I say you build it yourself. I personally was looking @ Puget myself before. But I watched a single Newegg tut on how to build my comp and built it myself from the ground up. Lets just say I saved myself a few bucks (I believe I saved 100-200 dollars).

CPU+MB - i7 2600 + ASUS P8H67-M LE $385: http://www.newegg.com/Product/ComboDealDetails.aspx?Ite...

RAM - G.SKILL Sniper 8GB (2 x 4GB) 240-Pin DDR3 SDRAM DDR3 1600 $70: http://www.newegg.com/Product/Product.aspx?Item=N82E168...

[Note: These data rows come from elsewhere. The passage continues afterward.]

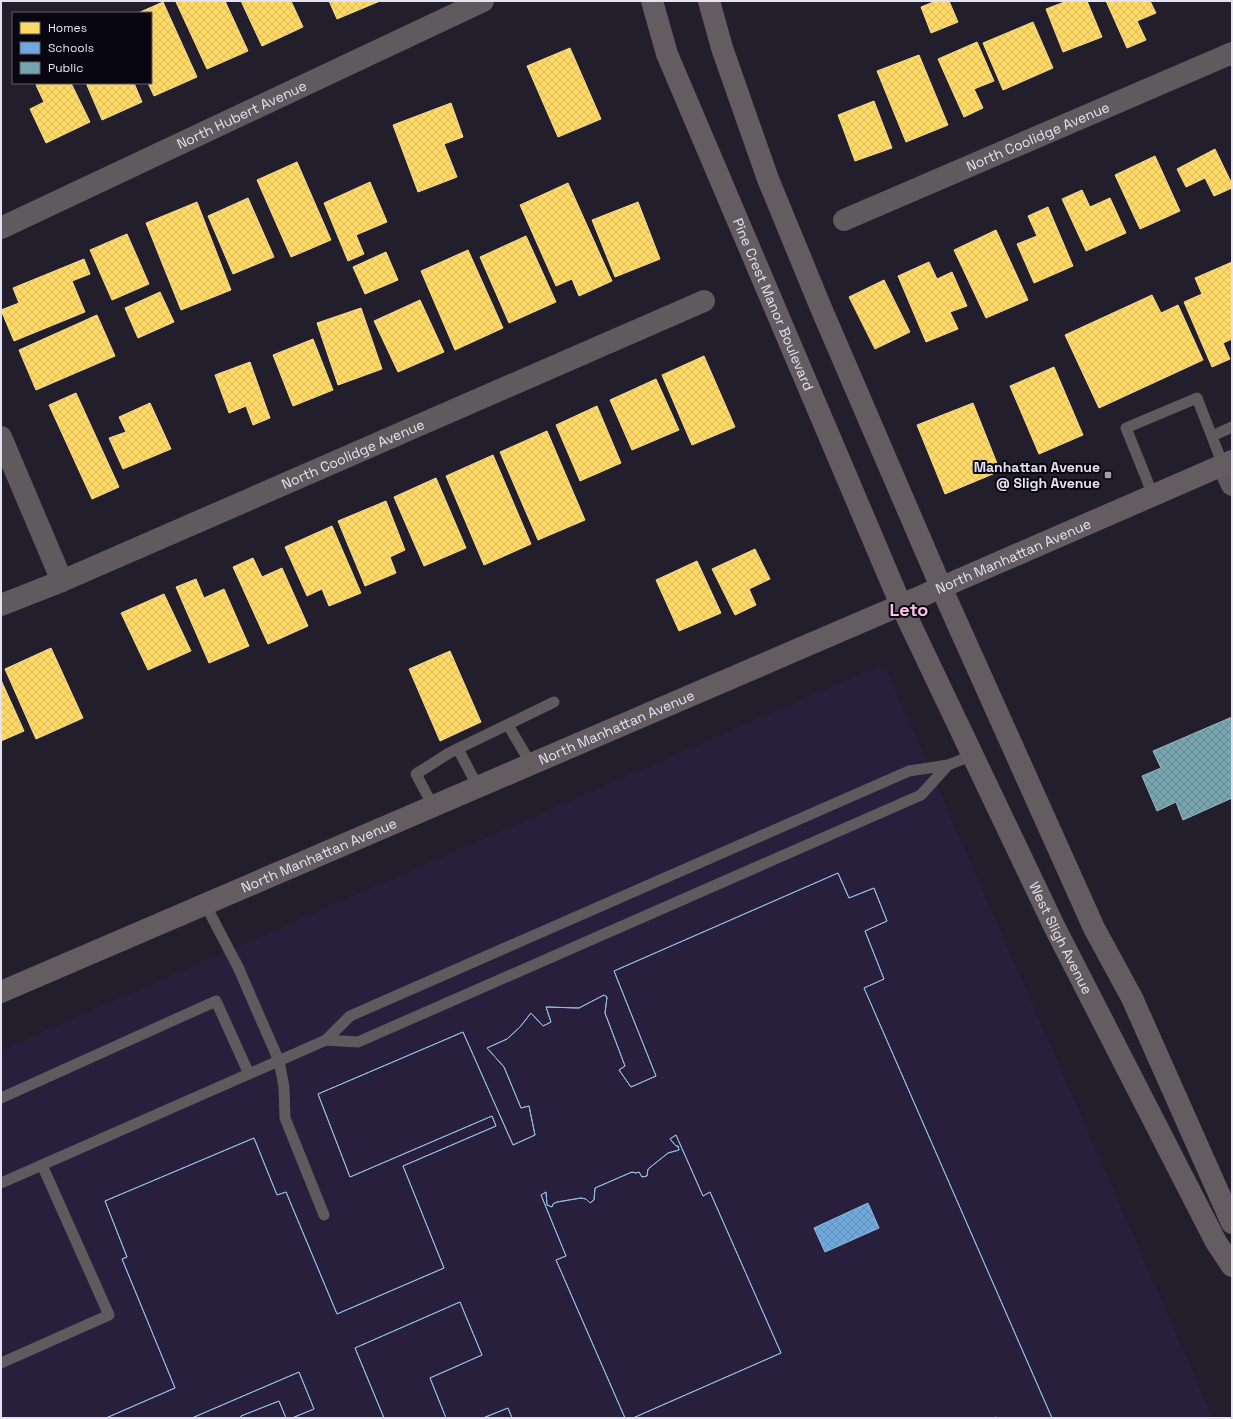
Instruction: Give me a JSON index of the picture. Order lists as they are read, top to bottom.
{
  "streets": {
    "main road": ["Pine Crest Manor Boulevard", "North Manhattan Avenue", "West Sligh Avenue"],
    "street": ["North Hubert Avenue", "North Coolidge Avenue"]
  },
  "crossings": [
    ["Pine Crest Manor Boulevard", "North Manhattan Avenue"],
    ["Pine Crest Manor Boulevard", "West Sligh Avenue"],
    ["North Manhattan Avenue", "West Sligh Avenue"]
  ],
  "districts": ["Leto"],
  "places": {
    "transit": ["Manhattan Avenue @ Sligh Avenue"]
  },
  "legend": ["Homes", "Schools", "Public"]
}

HDD - Samsung Spinpoint F3 1TB $65: http://www.newegg.com/Product/Product.aspx?Item=N82E168...

SSD - OCZ 120GB Vertex 3 $300: http://www.newegg.com/Product/Product.aspx?Item=N82E168...

PSU - Antec BP550 80+ $60: http://www.newegg.com/Product/Product.aspx?Item=N82E168...

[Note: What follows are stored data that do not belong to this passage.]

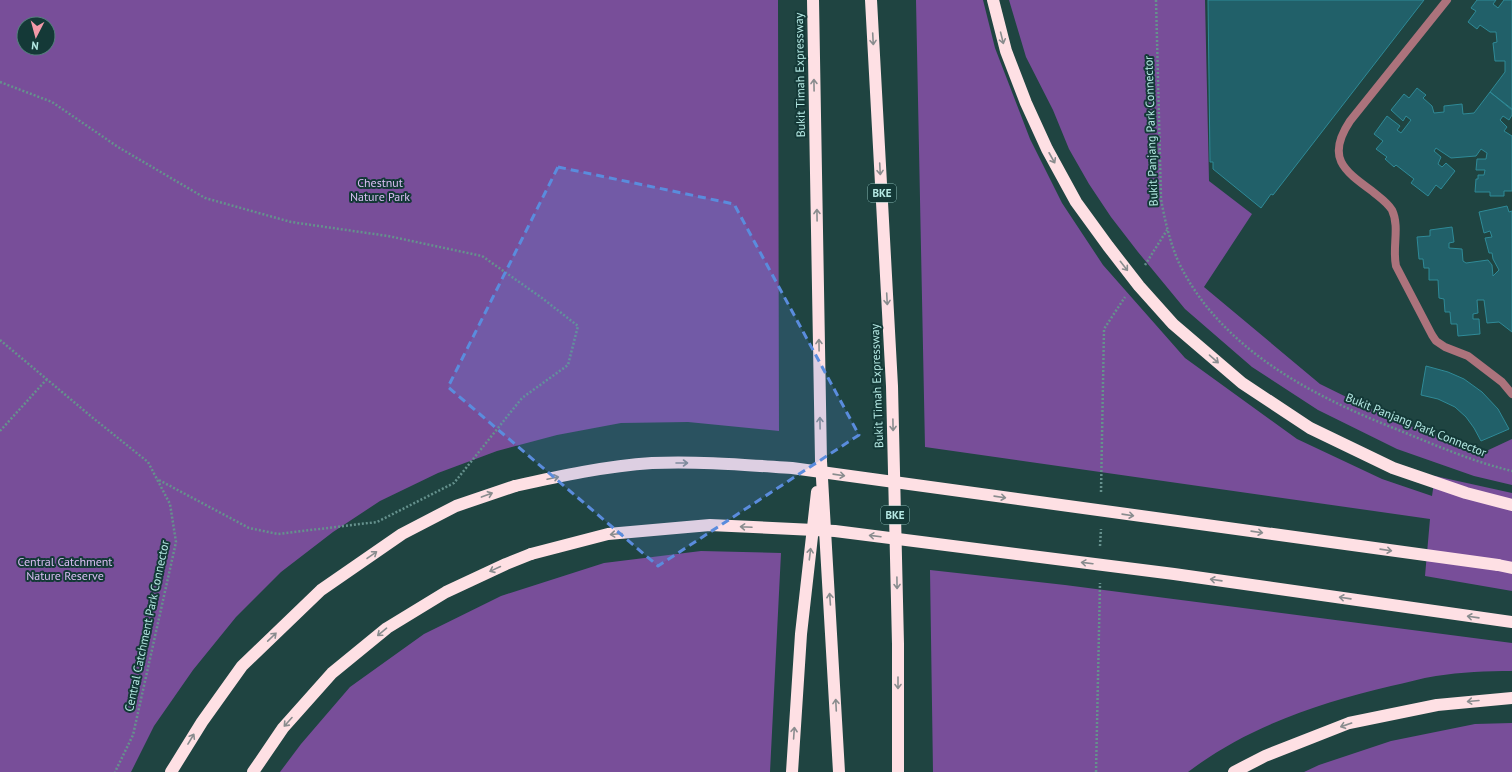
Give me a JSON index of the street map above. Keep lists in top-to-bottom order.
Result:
{
  "streets": {
    "highway": ["Bukit Timah Expressway", "BKE"],
    "path": ["Bukit Panjang Park Connector", "Central Catchment Park Connector"]
  },
  "parks": ["Chestnut Nature Park", "Central Catchment Nature Reserve"],
  "north": "bottom"
}
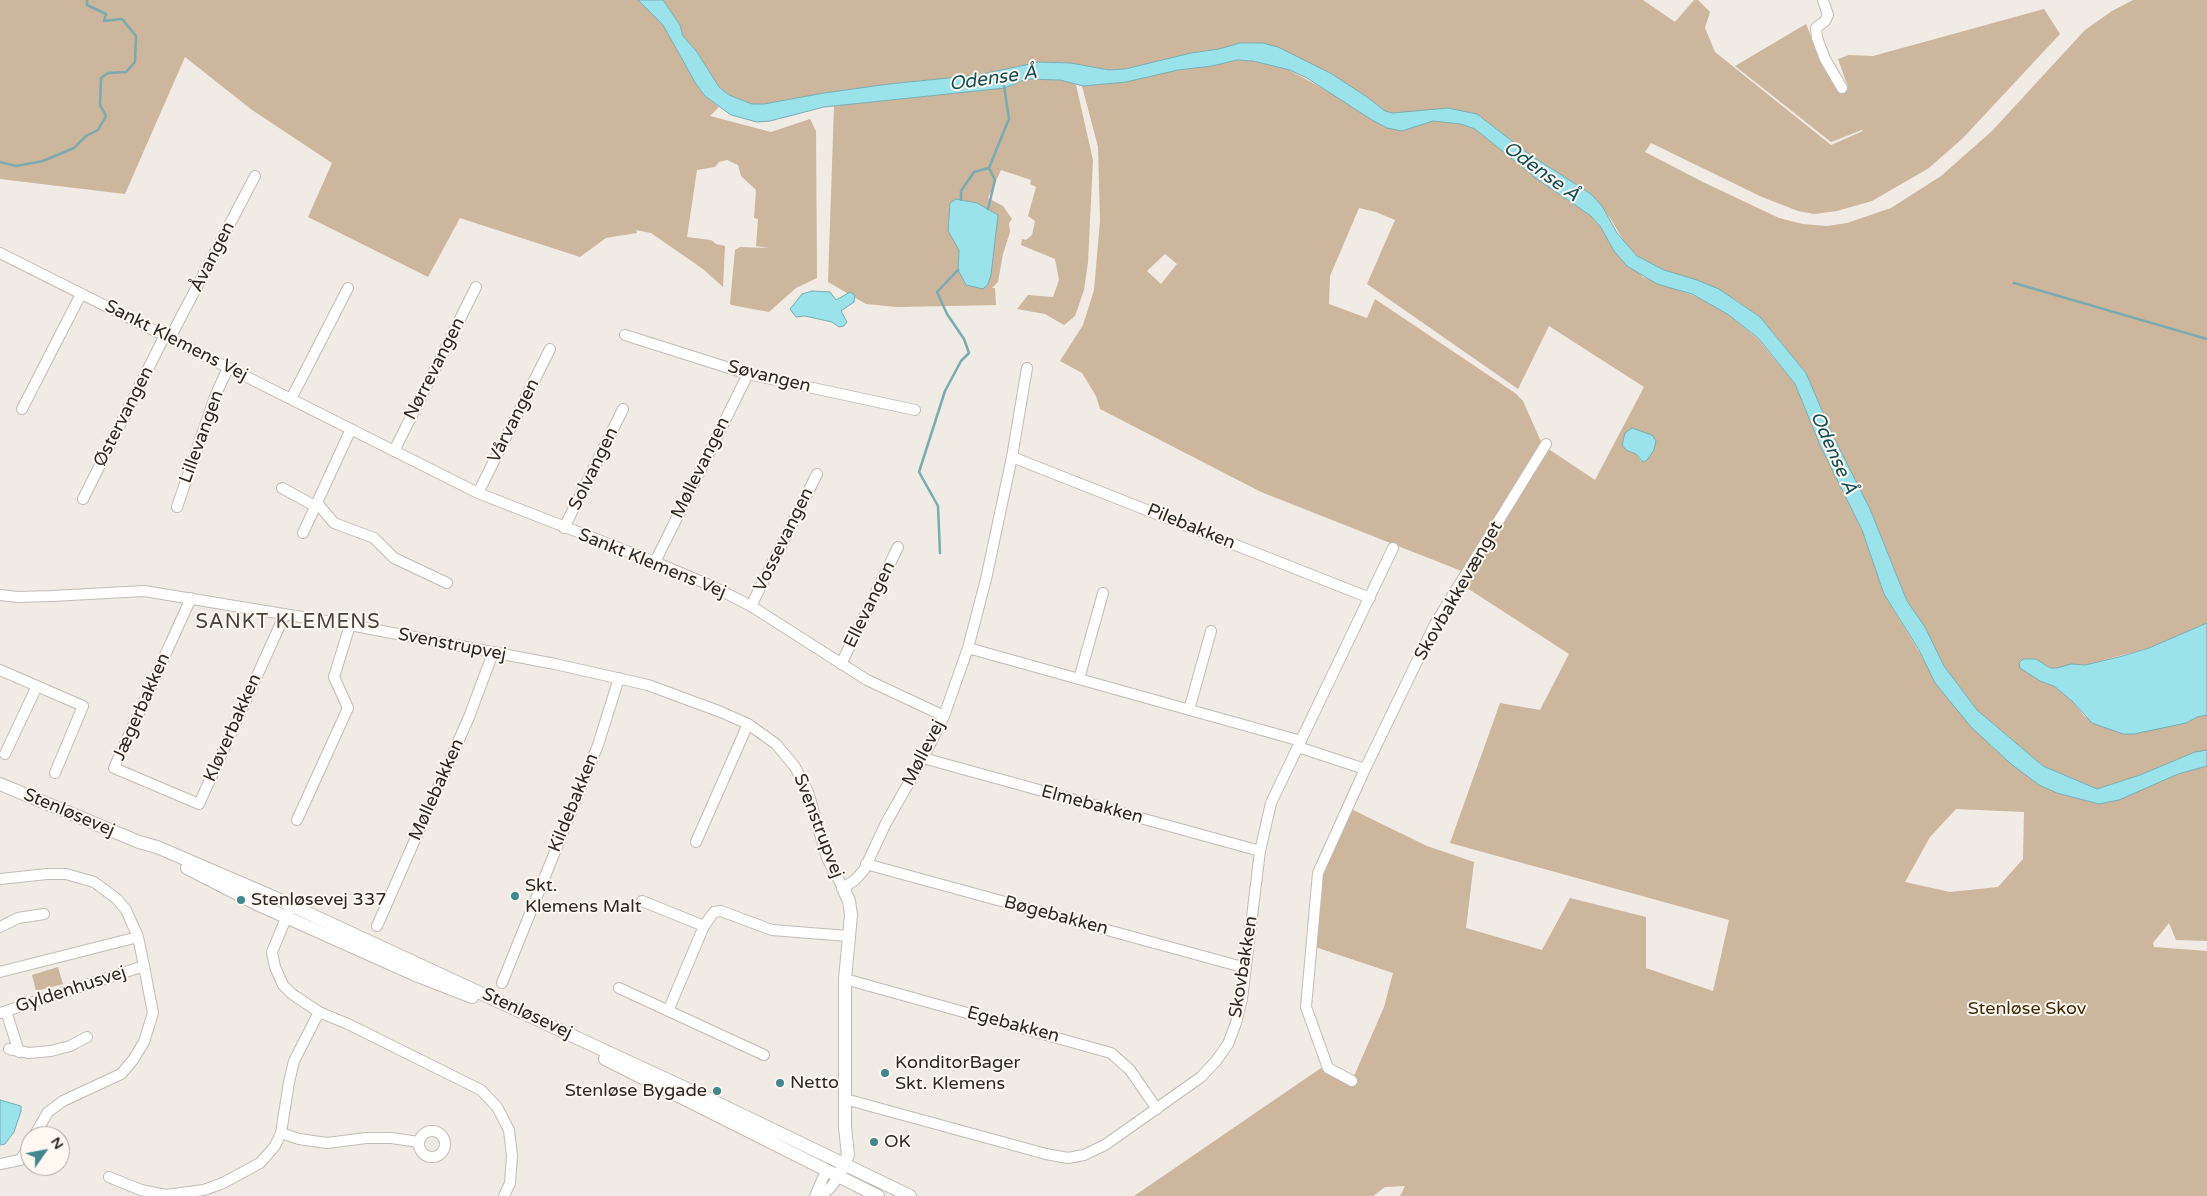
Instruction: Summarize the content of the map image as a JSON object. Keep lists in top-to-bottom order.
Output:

Case - Cooler Master Storm Enforcer USB 3.0 $90: http://www.newegg.com/Product/Product.aspx?Item=N82E168...

Total: $970

i7 2600, the i7 2600 is a great chip and has HT. It'll strongly benefit you in encoding and really help out during the video editing process.
You don't need a GPU because your gaming, with that said the integrated graphics on the i7 2600 is enough for you since you really don't require any power GPU.

That Vertex 3, it'll boot your system so fast and have your stored files load so quick. I'd love to have an SSD like that as my scratch disk or just to put my editing files on. If you can fit it in your budget why not get it?
Vertex 3 review: http://www.tomshardware.com/reviews/vertex-3-sandforce-...

The Enforcer is not the prettiest case, but it'll be quiet. The Storm series has been a real quiet series, litterally. I've used the Scout and it's absolutely wonderful. Quiet cooling, sleek and not to blinding with LEDs. Another great thing is the Enforcer has USB 3.0 so your set on the future.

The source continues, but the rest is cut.